Because of the extremely high secretion of GFP by the ΔmlaEΔnlpI/gfp strain, we hypothesized that besides enhancing the OMV production, the deletion of both mlaE and nlpI genes increased the level of GFP in the E. coli cell. The same amount of whole-cell lysates was analyzed in western blotting to compare the GFP production in different cells (Figure 6F). The bands were similarly intense among the strains, suggesting that GFP production per cell unit was comparable. These results indicate that the increased amount of GFP in the OMV fraction of the ΔmlaEΔnlpI mutant was due to a promoted secretion of GFP rather than a high expression level in the cells.

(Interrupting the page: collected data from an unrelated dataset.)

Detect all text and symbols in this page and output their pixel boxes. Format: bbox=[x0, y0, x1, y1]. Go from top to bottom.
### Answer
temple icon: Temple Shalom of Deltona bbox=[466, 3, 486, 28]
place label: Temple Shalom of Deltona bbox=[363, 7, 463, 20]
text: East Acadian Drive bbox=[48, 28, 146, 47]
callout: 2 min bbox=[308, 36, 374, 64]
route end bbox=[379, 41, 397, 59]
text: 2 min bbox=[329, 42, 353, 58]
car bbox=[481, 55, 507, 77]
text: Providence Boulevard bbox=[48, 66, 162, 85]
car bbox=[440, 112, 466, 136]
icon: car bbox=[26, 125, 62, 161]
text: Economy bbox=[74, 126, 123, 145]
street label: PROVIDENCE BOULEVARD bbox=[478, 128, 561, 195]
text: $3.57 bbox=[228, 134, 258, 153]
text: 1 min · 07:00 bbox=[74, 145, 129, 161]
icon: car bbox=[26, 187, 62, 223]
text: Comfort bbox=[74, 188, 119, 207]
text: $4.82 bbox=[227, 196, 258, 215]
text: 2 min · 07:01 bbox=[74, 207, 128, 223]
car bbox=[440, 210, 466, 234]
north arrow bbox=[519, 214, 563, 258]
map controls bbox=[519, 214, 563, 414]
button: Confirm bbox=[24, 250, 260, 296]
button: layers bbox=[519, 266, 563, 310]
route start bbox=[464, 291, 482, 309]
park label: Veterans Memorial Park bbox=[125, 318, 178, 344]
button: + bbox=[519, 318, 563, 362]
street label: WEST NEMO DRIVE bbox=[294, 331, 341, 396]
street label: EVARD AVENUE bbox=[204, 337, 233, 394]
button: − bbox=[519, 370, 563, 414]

The existence of intracellular and multilamellar vesicles in the ΔmlaEΔnlpI cells was confirmed. Also, the secretion of an unusual amount of cytosolic GFP into the medium by the ΔmlaEΔnlpI cells was verified. These results suggested the generation of a hole in the PG layer might allow the release of the inner membrane with cytosolic components, followed by the formation of intracellular and multilamellar vesicles.

Thus, the sacculi of each E. coli strain were prepared according to previous research (Vollmer et al., 2008; Jeske et al., 2015). After negative staining with uranyl acetate, the thin sacculi of WT appeared as flat, empty cell envelopes (Figure 7A), as reported previously (Vollmer et al., 2008). The WT sacculi were further observed using QFDE-EM (Figures 7B–F). The surface of the typical WT sacculi appeared remarkably smooth (Figures 7B,C,E). The magnified images confirmed the roughness of the surface of the PG network (Figures 7D,F); however, no obvious holes were observed.

Sacculi were also successfully prepared from the ΔmlaEΔnlpI cells (Figures 8A,B). The sacculi of the double-deletion mutant were longer on the long axis. The magnified QFDE-EM images showed that the ΔmlaEΔnlpI sacculi had several holes at the tip of the long axis (Figure 8C). The diameter of the largest hole was more than 50 nm (Figure 8D), substantially larger than the mean radius of the pores for E. coli PG, at 2.06 nm, in a previous report (Demchick and Koch, 1996). The holes at the tip of the long axis in the sacculi were confirmed in many other cells (Figure 8E). A magnified image revealed that although the sacculi appeared intact at lower magnifications, they had smaller holes that were noticeably larger than the pores for E. coli PG (Figure 8F). Such smaller holes were not observed in the WT sacculi. These results suggested that the generation of the holes in the PG layer of the ΔmlaEΔnlpI cells allowed the release of the inner membrane, followed by the intracellular and multilamellar vesicles.